Bertrade naquit dans l’actuel village de Samoussy, au nord-est de Laon, et ses parents conjuguaient l’Eglise et l’Etat : son père serait le roi mérovingien Thierry III, et sa mère la fondatrice du monastère de Prüm, en Allemagne, à la frontière belge.
Cela nous donne une idée des lieux où évoluaient ces Francs, dont on sait qu’ils chevauchaient de Reims à Bastogne, d’Aix-la-Chapelle à Noyon.
En ces temps de déchirement à l’est de l’Europe, il n’est pas indifférent de constater que le centre, le cœur des Etats bouge avec le temps. Au huitième siècle, Paris était à l’Ouest…
Charlemagne allait, lui, parcourir des distances très amples pour l’époque. Roncevaux, le 15 août 778, la plus grande défaite de l’Empire – puisque Roland, préfet de Bretagne, et l’arrière-garde seraient anéantis, tandis qu’aucun Basque n’était atteint- se trouve à plus de mille kilomètres d’Aix-la-Chapelle, et bien sûr davantage encore de Rome, où Charles le Grand (Carolus Magnus), Charlemagne allait être couronné le jour de Noël 800, par le pape en personne.
Les Empires se font et se défont, mais Bertrade conservera dans la « commune renommée », la tradition orale traversant les siècles, la réputation de celle, douce, pénétrante, intelligente, persévérante, qui toujours retissa les liens entre ses fils, ces guerriers toujours en appétit de nouvelles femmes et de conflits.

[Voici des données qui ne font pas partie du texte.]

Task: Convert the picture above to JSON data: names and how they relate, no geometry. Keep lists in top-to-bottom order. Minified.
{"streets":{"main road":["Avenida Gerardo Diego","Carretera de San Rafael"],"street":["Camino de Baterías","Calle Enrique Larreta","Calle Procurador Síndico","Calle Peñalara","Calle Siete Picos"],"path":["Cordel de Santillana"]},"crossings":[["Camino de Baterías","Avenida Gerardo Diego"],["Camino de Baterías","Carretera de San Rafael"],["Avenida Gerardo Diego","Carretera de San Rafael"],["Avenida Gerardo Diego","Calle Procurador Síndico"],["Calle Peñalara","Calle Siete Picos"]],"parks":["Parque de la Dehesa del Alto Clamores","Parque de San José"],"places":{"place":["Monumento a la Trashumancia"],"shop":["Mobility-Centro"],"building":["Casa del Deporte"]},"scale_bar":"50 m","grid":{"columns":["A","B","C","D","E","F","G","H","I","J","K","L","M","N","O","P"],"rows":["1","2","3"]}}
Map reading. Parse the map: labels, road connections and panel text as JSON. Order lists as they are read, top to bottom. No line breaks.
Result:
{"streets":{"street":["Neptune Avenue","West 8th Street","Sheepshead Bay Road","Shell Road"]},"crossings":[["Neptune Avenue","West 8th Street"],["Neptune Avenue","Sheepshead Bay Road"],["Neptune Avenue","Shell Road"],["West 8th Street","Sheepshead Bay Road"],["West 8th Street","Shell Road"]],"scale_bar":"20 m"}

Pas seulement ses fils ! Mariée à Pépin le Bref, fils de Charles Martel, Bertrade résista – avec l’aide du pape – aux tentatives de son irascible époux voulant la répudier. Bertrade et Pépin avaient été couronnés reine et roi des Francs en 751 à Soissons, et la mort du roi, quinze ans plus tard, la plaça dans une situation encore plus délicate.
Ses deux principaux fils, Charles (Charlemagne) et Carloman s’étaient, selon la coutume franque, taillé deux royaumes mais l’entente ne dura que le temps d’une accolade (768). C’est pour nous, sans rien extrapoler, un motif de réflexion, presque une certitude : des frères, des peuples proches, sont parfois les pires prédateurs. Et il en résulte toujours des malheurs pour les deux.
Dans le cas de Charlemagne, Carloman eut la bonne idée de mourir de mort naturelle – selon la version officielle – dès 771 et l’événement permit que la lutte fratricide s’éteigne. Mais Bertrade allait devoir affronter l’homme « à la barbe fleurie » qui, s’il avait réinventé l’école, la renvoya de la Cour et lui enjoignit de fixer sa résidence à Compiègne. Berthe aux grands pieds allait y mourir en 783, sans jamais avoir reçu une seule visite de son fils.
C’est un peu une « loi » de l’Histoire, c’est-à-dire la répétition de cas similaires. Dès que le roi, en l’espèce l’empereur d’Occident, se réveille, il bannit celle dont la simple présence lui rappelle la modestie de son origine. Car Charles le Grand fut un bébé, avec des langes…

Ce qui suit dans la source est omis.